As far as using the right diaphragm to enhance right apical expansion is concerned, its incorrect to view it that way.  In fact, it is the torsional respiratory influence of the left diaphragm (not the right) that is primarily responsible for expansion of air into the right chest wall and mediastinum.

During the Myokinematic Restoration course the instructor says “teach patients to abduct without using the right abdominal side wall not the right vastus lateralis.”  How would someone use the VL to abduct if it doesn’t cross the hip?  How would you teach someone not to use his/her VL in any case?

With the typical Left AIC patterned individual the right VL is engaged, short and strong acting as an abductor and internal rotator.  So positionally it is short and from a compensatory standpoint it has an increased demand as an abductor as it struggles with TFL to abduct the femur via the extensor mechanism (the very structure supporting it for IR).  You are not teaching someone NOT to use the VL, you are actually attempting to reduce demand on the VL by allowing the patient to shift out of right AF IR and into left AF IR.  This must happen during gait and does not with the typical Left AIC patient.  Until the patient can shift into left AF IR he will have increased demand on the right VL even when weight bearing on the left LE.

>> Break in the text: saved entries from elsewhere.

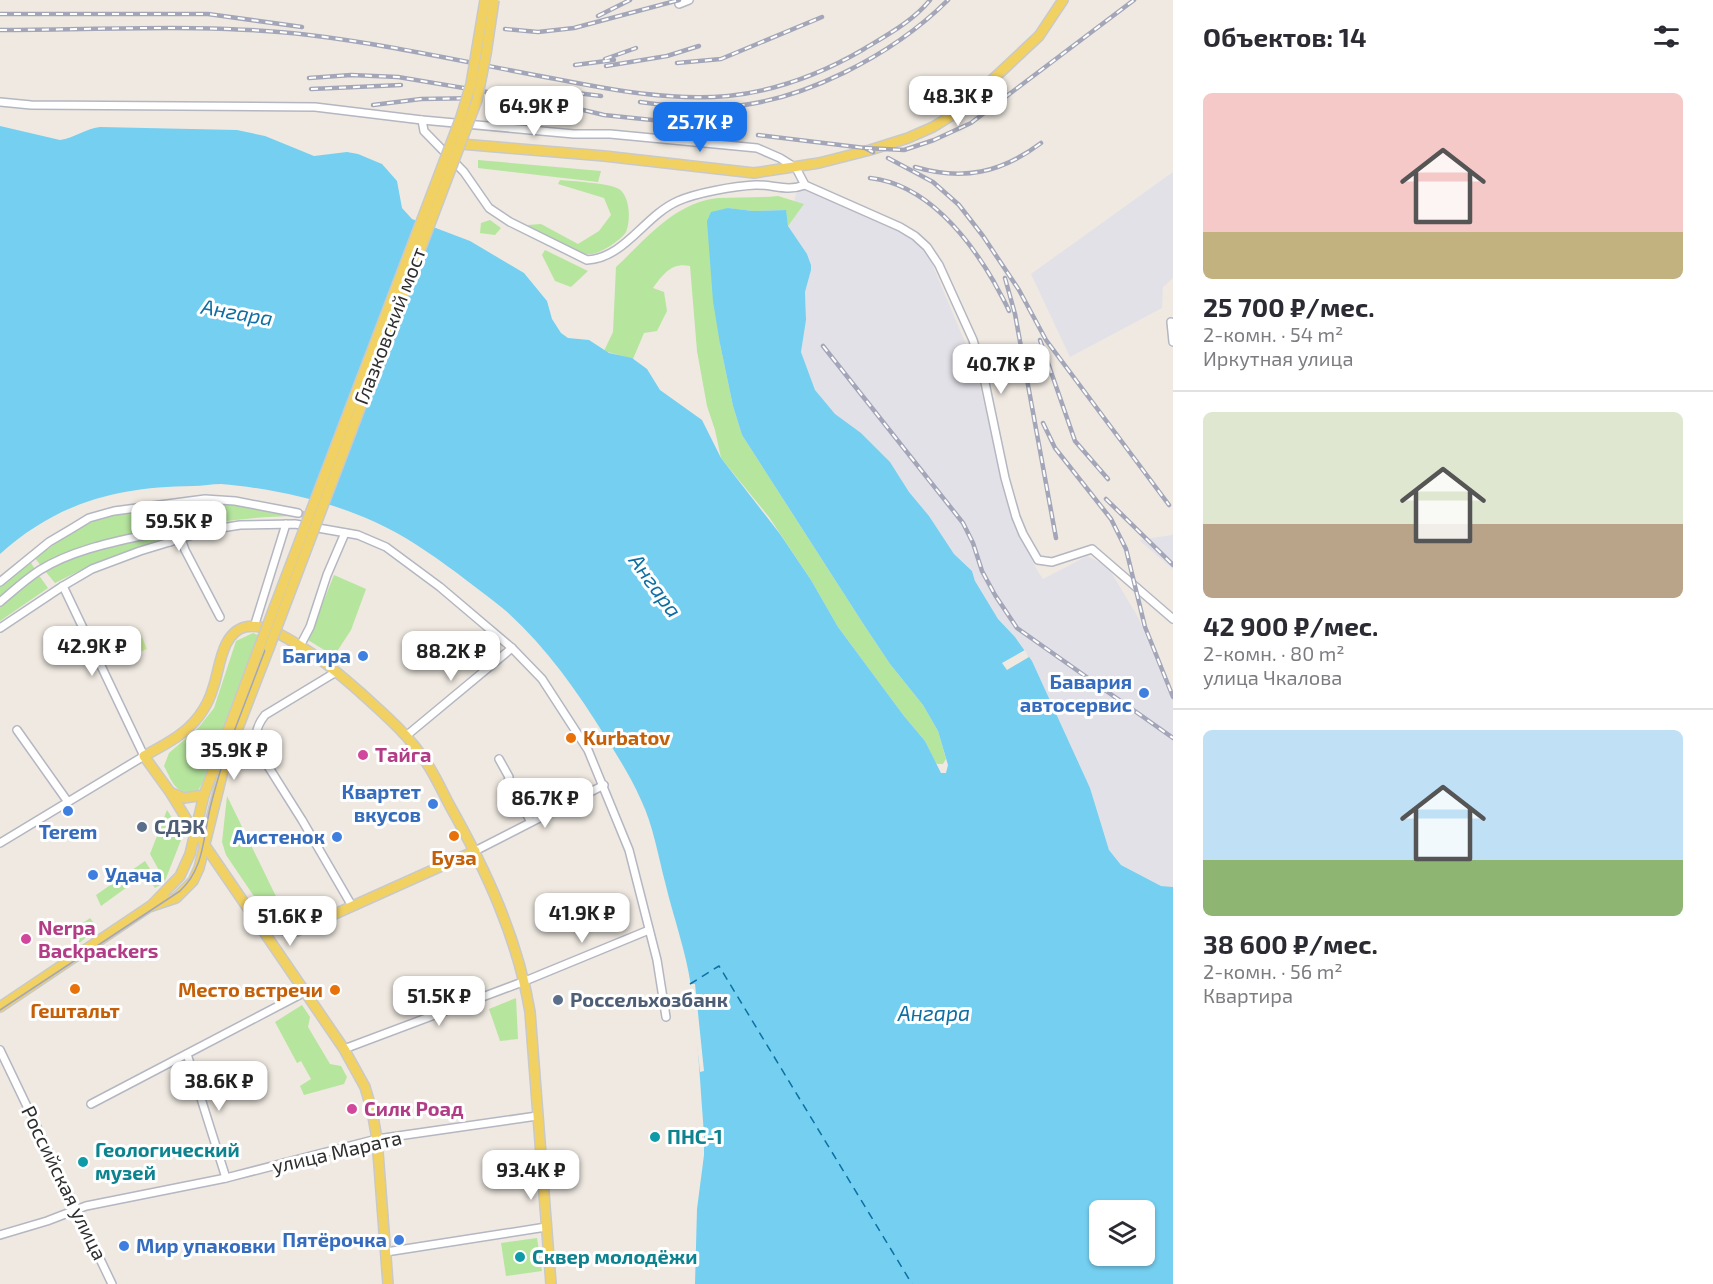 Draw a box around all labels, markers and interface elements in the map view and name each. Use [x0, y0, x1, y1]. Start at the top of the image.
icon: filters [1650, 20, 1683, 53]
text: Объектов: 14 [1203, 21, 1367, 52]
pin: 48.3K ₽ [903, 76, 1013, 127]
text: 48.3K ₽ [923, 83, 993, 107]
pin: 64.9K ₽ [479, 86, 589, 137]
text: 64.9K ₽ [499, 93, 569, 117]
pin: 25.7K ₽ [645, 102, 755, 153]
text: 25.7K ₽ [667, 109, 733, 133]
icon: home [1389, 132, 1497, 240]
street label: Глазковский мост [348, 244, 430, 408]
text: 25 700 ₽/мес. [1203, 291, 1375, 322]
water label: Ангара [198, 293, 275, 330]
text: 2-комн. · 54 m² [1203, 322, 1343, 346]
pin: 40.7K ₽ [946, 344, 1056, 395]
text: Иркутная улица [1203, 346, 1354, 370]
text: 40.7K ₽ [967, 351, 1035, 375]
icon: home [1389, 451, 1497, 559]
pin: 59.5K ₽ [124, 501, 234, 552]
text: 59.5K ₽ [145, 508, 213, 532]
water label: Ангара [624, 548, 688, 622]
text: 42 900 ₽/мес. [1203, 610, 1378, 641]
pin: 42.9K ₽ [37, 626, 147, 677]
pin: 88.2K ₽ [396, 631, 506, 682]
text: 42.9K ₽ [57, 633, 127, 657]
text: 88.2K ₽ [416, 638, 486, 662]
text: 2-комн. · 80 m² [1203, 641, 1345, 665]
place label: Багира [282, 643, 351, 667]
marker: Багира [356, 649, 370, 663]
text: улица Чкалова [1203, 665, 1342, 689]
place label: Бавария автосервис [1020, 669, 1132, 716]
marker: Бавария автосервис [1137, 686, 1151, 700]
place label: Kurbatov [583, 725, 671, 749]
pin: 35.9K ₽ [179, 730, 289, 781]
marker: Kurbatov [564, 731, 578, 745]
text: 35.9K ₽ [200, 737, 268, 761]
place label: Тайга [375, 742, 431, 766]
marker: Тайга [356, 748, 370, 762]
icon: home [1389, 769, 1497, 877]
pin: 86.7K ₽ [490, 778, 600, 829]
place label: Квартет вкусов [342, 779, 421, 826]
text: 86.7K ₽ [511, 785, 579, 809]
marker: Квартет вкусов [426, 797, 440, 811]
marker: Terem [61, 804, 75, 818]
place label: СДЭК [154, 814, 205, 838]
place label: Terem [39, 819, 97, 843]
marker: СДЭК [135, 820, 149, 834]
place label: Аистенок [233, 824, 325, 848]
marker: Буза [447, 829, 461, 843]
marker: Аистенок [330, 830, 344, 844]
place label: Буза [431, 845, 477, 869]
place label: Удача [105, 862, 162, 886]
marker: Удача [86, 868, 100, 882]
pin: 41.9K ₽ [527, 893, 637, 944]
pin: 51.6K ₽ [235, 896, 345, 947]
text: 41.9K ₽ [549, 900, 615, 924]
text: 51.6K ₽ [258, 903, 322, 927]
place label: Nerpa Backpackers [38, 915, 158, 962]
text: 38 600 ₽/мес. [1203, 928, 1378, 959]
marker: Nerpa Backpackers [19, 932, 33, 946]
text: 2-комн. · 56 m² [1203, 959, 1343, 983]
pin: 51.5K ₽ [384, 976, 494, 1027]
place label: Место встречи [178, 977, 323, 1001]
marker: Гештальт [68, 982, 82, 996]
marker: Место встречи [328, 983, 342, 997]
text: 51.5K ₽ [407, 983, 471, 1007]
text: Квартира [1203, 983, 1293, 1007]
place label: Россельхозбанк [570, 987, 728, 1011]
marker: Россельхозбанк [551, 993, 565, 1007]
place label: Гештальт [30, 998, 120, 1022]
water label: Ангара [897, 1000, 970, 1025]
pin: 38.6K ₽ [164, 1061, 274, 1112]
text: 38.6K ₽ [184, 1068, 254, 1092]
place label: Силк Роад [364, 1096, 464, 1120]
street label: Российская улица [16, 1101, 113, 1264]
marker: Силк Роад [345, 1102, 359, 1116]
street label: улица Марата [270, 1124, 404, 1179]
place label: ПНС-1 [667, 1124, 723, 1148]
marker: ПНС-1 [648, 1130, 662, 1144]
place label: Геологический музей [95, 1137, 240, 1184]
pin: 93.4K ₽ [476, 1150, 586, 1201]
marker: Геологический музей [76, 1155, 90, 1169]
text: 93.4K ₽ [496, 1157, 566, 1181]
map controls [1089, 1200, 1155, 1266]
button: layers [1089, 1200, 1155, 1266]
place label: Пятёрочка [282, 1227, 387, 1251]
place label: Мир упаковки [136, 1233, 276, 1257]
marker: Пятёрочка [392, 1233, 406, 1247]
marker: Мир упаковки [117, 1239, 131, 1253]
place label: Сквер молодёжи [532, 1244, 697, 1268]
marker: Сквер молодёжи [513, 1250, 527, 1264] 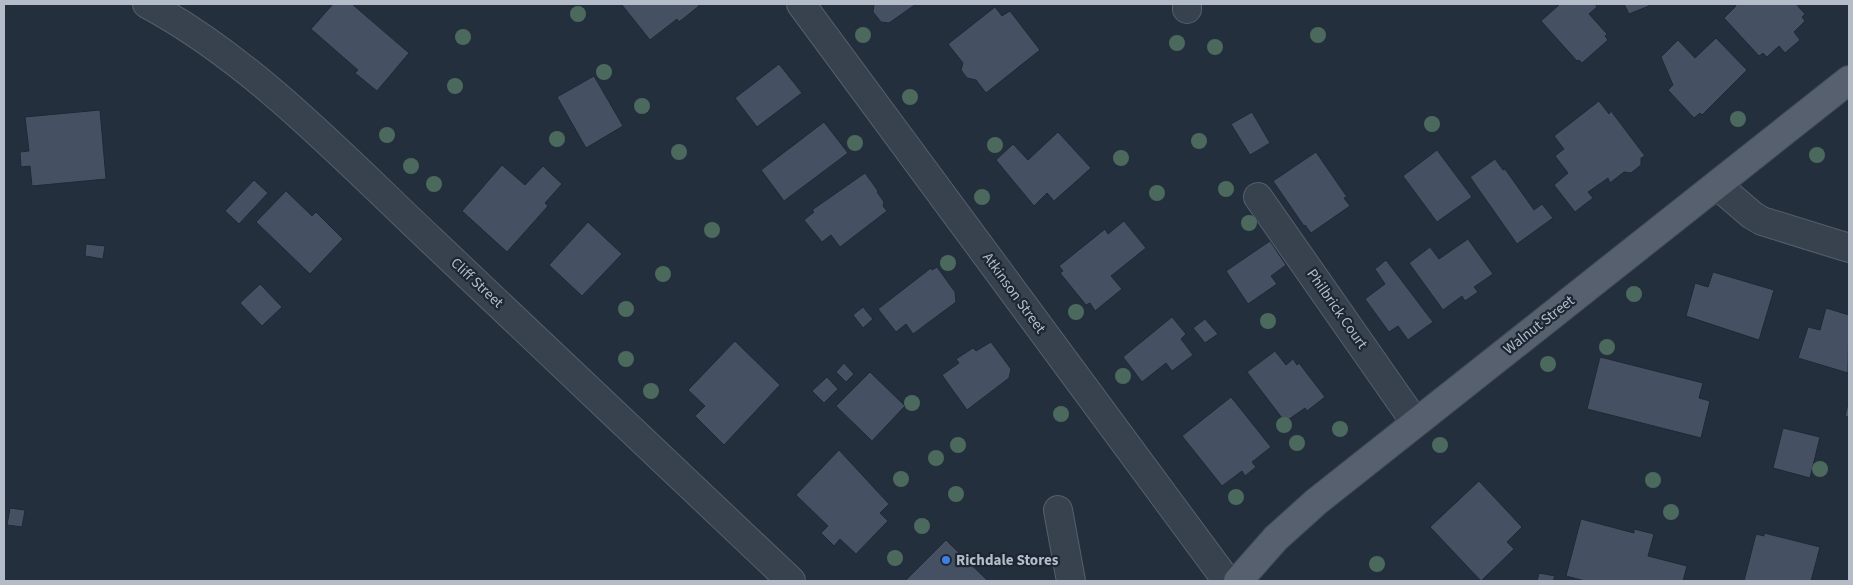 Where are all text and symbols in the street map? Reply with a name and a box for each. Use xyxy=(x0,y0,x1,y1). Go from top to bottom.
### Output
street label: Atkinson Street xyxy=(977,248,1051,338)
street label: Cliff Street xyxy=(446,253,508,313)
street label: Philbrick Court xyxy=(1302,265,1372,353)
street label: Walnut Street xyxy=(1499,291,1579,359)
place label: Richdale Stores xyxy=(956,550,1059,571)
marker: Richdale Stores xyxy=(940,554,952,566) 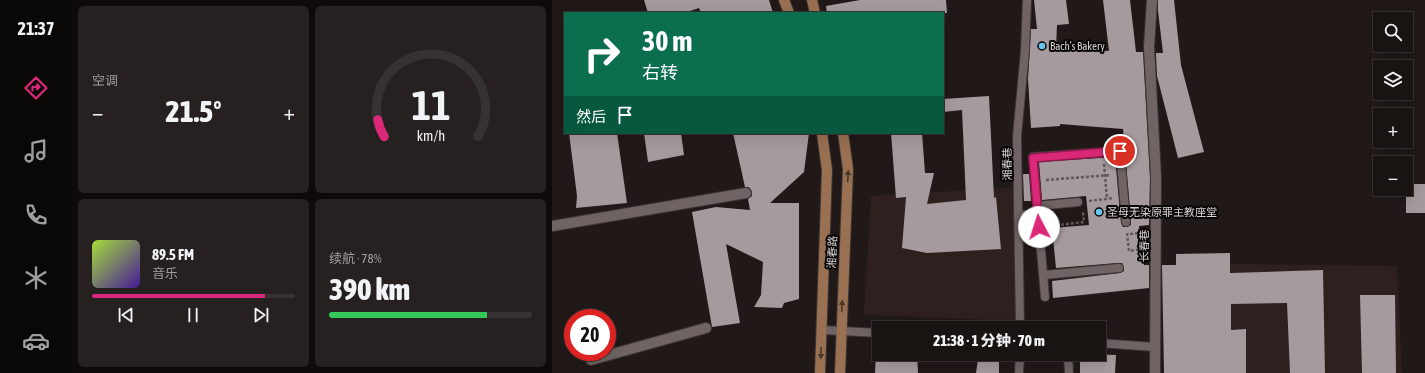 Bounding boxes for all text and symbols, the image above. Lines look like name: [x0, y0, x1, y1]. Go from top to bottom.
map controls: [1373, 12, 1413, 196]
button: search: [1373, 12, 1413, 52]
text: 21:37: [17, 18, 55, 39]
text: 30 m: [642, 25, 692, 57]
icon: right: [576, 28, 628, 80]
place label: Bach’s Bakery: [1050, 40, 1105, 52]
marker: Bach’s Bakery: [1037, 41, 1047, 51]
button: layers: [1373, 60, 1413, 100]
text: 右转: [642, 62, 678, 83]
text: 空调: [92, 73, 118, 88]
icon: directions: [22, 74, 50, 102]
text: 11: [411, 81, 450, 129]
text: 21.5°: [166, 94, 221, 128]
text: −: [92, 99, 103, 125]
text: +: [284, 99, 295, 125]
icon: arrive: [614, 104, 636, 126]
text: 然后: [576, 108, 606, 125]
button: +: [1373, 108, 1413, 148]
text: km/h: [416, 128, 445, 144]
pin: [1103, 134, 1137, 168]
icon: music: [22, 137, 50, 165]
icon: arrive: [1109, 140, 1131, 162]
street label: 湘春巷: [1001, 147, 1013, 181]
button: −: [1373, 156, 1413, 196]
one-way arrow: [845, 169, 851, 182]
icon: phone: [22, 201, 50, 229]
position arrow: [1018, 206, 1060, 248]
place label: 圣母无染原罪主教座堂: [1107, 206, 1217, 218]
marker: 圣母无染原罪主教座堂: [1094, 207, 1104, 217]
street label: 长春巷: [1138, 230, 1150, 263]
street label: 湘春路: [825, 235, 839, 269]
text: 89.5 FM: [152, 246, 194, 263]
text: 续航 · 78%: [329, 251, 382, 266]
icon: climate: [22, 264, 50, 292]
text: 音乐: [152, 266, 178, 281]
text: 390 km: [329, 272, 410, 306]
one-way arrow: [839, 299, 845, 312]
icon: previous: [115, 304, 137, 326]
icon: pause: [182, 304, 204, 326]
icon: next: [250, 304, 272, 326]
speed limit sign: 20: [564, 309, 616, 361]
icon: car: [22, 327, 50, 355]
text: 21:38 · 1 分钟 · 70 m: [933, 332, 1045, 349]
one-way arrow: [817, 347, 824, 359]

The typical tri-planar positions for the Left AIC pattern are sagittal, frontal and transverse?  What do I need to do to restore the patient (Left AIC) to neutral positioning?

Start in the sagittal plane activating left biceps femoris for posterior pelvic rotation, then go to frontal plane via left IC adductor and finally right glute max for transverse plane motion of the pelvis into left AF IR.

What are the weak muscles when in a Left AIC pattern?

Please reference page 18, 19 and 20 in the Myokinematic Restoration course manual under the title “Positional and Compensatory Influences of the Left AIC Pattern on Muscle of the Lumbo-Pelvic Region” and you will see a concise answer to this question.